MultiNEP: disease-specific Multi-omics Network Enhancement for Prioritizing disease genes and metabo
Updated: Sep 29
Zhuoran Xu, Brian Lee, Luigi Marchionni, Shuang Wang. Weill Cornell Medicine
Many studies have used different types of omics profiles together with appropriate networks to prioritize disease-associated genes, DNA methylation sites, or metabolites. Metabolome, as the last layer before phenotypes and the end-product of gene expressions and protein activities, has accumulated growing attentions. Combining metabolome and transcriptome to simultaneously prioritize disease-associated metabolite abundances and gene expressions using a "multi-omics network" being constructed with three individual networks (a gene-gene network, a metabolite-metabolite network, and a gene-metabolite network) could further utilize interaction information between metabolites and gene expressions that are not used when prioritizing them separately. However, the number of metabolites is usually 100 times smaller than that of genes, without accounting for this imbalance issue, additional information in the gene-metabolite network might be buried in the amount of information in a gene-gene network when prioritizing gene expressions, while gene-metabolite interactions might completely dominate metabolite-metabolite interactions when prioritizing metabolites. No methods exist that focus on simultaneously prioritizing gene expressions and metabolites using networks. Here we developed a disease-specific Multi-omics Network Enhancement Prioritization (MultiNEP) framework that employs two weighting parameters to control contributions of individual networks within a "multi-omics network" that handles imbalance to simultaneously prioritize disease-associated gene expressions and metabolites.

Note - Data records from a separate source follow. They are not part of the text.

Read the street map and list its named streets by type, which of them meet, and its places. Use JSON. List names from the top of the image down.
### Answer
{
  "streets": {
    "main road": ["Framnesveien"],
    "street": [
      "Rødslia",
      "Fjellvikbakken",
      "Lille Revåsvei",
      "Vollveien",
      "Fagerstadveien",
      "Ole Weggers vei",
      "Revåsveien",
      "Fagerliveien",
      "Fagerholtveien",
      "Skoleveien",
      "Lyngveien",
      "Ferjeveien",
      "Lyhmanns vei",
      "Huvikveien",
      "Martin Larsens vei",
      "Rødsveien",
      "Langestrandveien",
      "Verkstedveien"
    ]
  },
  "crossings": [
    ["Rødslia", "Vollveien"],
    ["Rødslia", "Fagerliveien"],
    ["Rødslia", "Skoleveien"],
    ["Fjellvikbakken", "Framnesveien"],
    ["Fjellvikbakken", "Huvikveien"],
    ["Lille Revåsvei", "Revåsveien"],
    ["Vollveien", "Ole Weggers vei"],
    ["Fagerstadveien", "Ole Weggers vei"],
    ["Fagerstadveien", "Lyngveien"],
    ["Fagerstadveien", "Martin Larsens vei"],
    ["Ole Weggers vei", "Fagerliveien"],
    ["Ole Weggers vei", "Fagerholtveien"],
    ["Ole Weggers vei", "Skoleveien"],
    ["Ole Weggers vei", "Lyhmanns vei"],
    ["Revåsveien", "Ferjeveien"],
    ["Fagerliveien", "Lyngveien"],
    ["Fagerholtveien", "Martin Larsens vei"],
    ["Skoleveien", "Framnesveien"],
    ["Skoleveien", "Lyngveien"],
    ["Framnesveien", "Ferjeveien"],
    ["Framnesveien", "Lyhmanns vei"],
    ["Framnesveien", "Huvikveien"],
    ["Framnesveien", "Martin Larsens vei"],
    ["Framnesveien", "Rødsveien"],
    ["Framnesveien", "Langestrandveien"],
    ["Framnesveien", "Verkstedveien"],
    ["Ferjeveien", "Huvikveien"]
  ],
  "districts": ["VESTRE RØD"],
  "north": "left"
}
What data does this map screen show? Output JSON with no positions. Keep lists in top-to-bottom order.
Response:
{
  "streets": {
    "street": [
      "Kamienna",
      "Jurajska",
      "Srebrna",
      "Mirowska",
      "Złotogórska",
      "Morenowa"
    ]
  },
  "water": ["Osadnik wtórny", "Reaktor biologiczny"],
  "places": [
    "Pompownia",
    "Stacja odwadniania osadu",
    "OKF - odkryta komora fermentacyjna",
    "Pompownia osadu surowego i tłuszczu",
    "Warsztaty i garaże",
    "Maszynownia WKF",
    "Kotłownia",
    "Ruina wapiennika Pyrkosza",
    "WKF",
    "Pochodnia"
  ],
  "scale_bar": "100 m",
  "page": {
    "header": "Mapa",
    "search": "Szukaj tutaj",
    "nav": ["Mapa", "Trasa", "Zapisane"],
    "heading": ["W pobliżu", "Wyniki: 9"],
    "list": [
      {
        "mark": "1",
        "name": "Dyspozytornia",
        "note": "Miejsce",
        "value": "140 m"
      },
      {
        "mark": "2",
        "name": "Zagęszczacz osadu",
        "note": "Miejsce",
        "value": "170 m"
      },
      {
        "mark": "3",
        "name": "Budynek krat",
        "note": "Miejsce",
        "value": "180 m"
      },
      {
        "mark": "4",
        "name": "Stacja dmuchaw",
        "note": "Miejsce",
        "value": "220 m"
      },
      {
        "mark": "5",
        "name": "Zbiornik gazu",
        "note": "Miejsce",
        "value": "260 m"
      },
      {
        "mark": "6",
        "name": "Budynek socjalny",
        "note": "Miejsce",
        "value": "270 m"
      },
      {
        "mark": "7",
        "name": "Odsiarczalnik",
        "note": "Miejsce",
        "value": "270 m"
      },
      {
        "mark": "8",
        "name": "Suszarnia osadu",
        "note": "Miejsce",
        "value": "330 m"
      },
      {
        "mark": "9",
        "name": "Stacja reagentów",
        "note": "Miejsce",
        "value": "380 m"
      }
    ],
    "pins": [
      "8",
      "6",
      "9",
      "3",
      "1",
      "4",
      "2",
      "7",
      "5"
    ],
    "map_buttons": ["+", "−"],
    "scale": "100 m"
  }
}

Built upon our previous work on a single network, we first enhanced a general multi-omics network into a disease-specific multi-omics network using multiple types of disease omics. In both simulation studies and real data applications, when we down-weight gene-gene network's and up-weight metabolite-metabolite network's relative contribution to gene-metabolite network, MultiNEP outperforms competing methods including methods not address network imbalance and methods only use one type of omics data.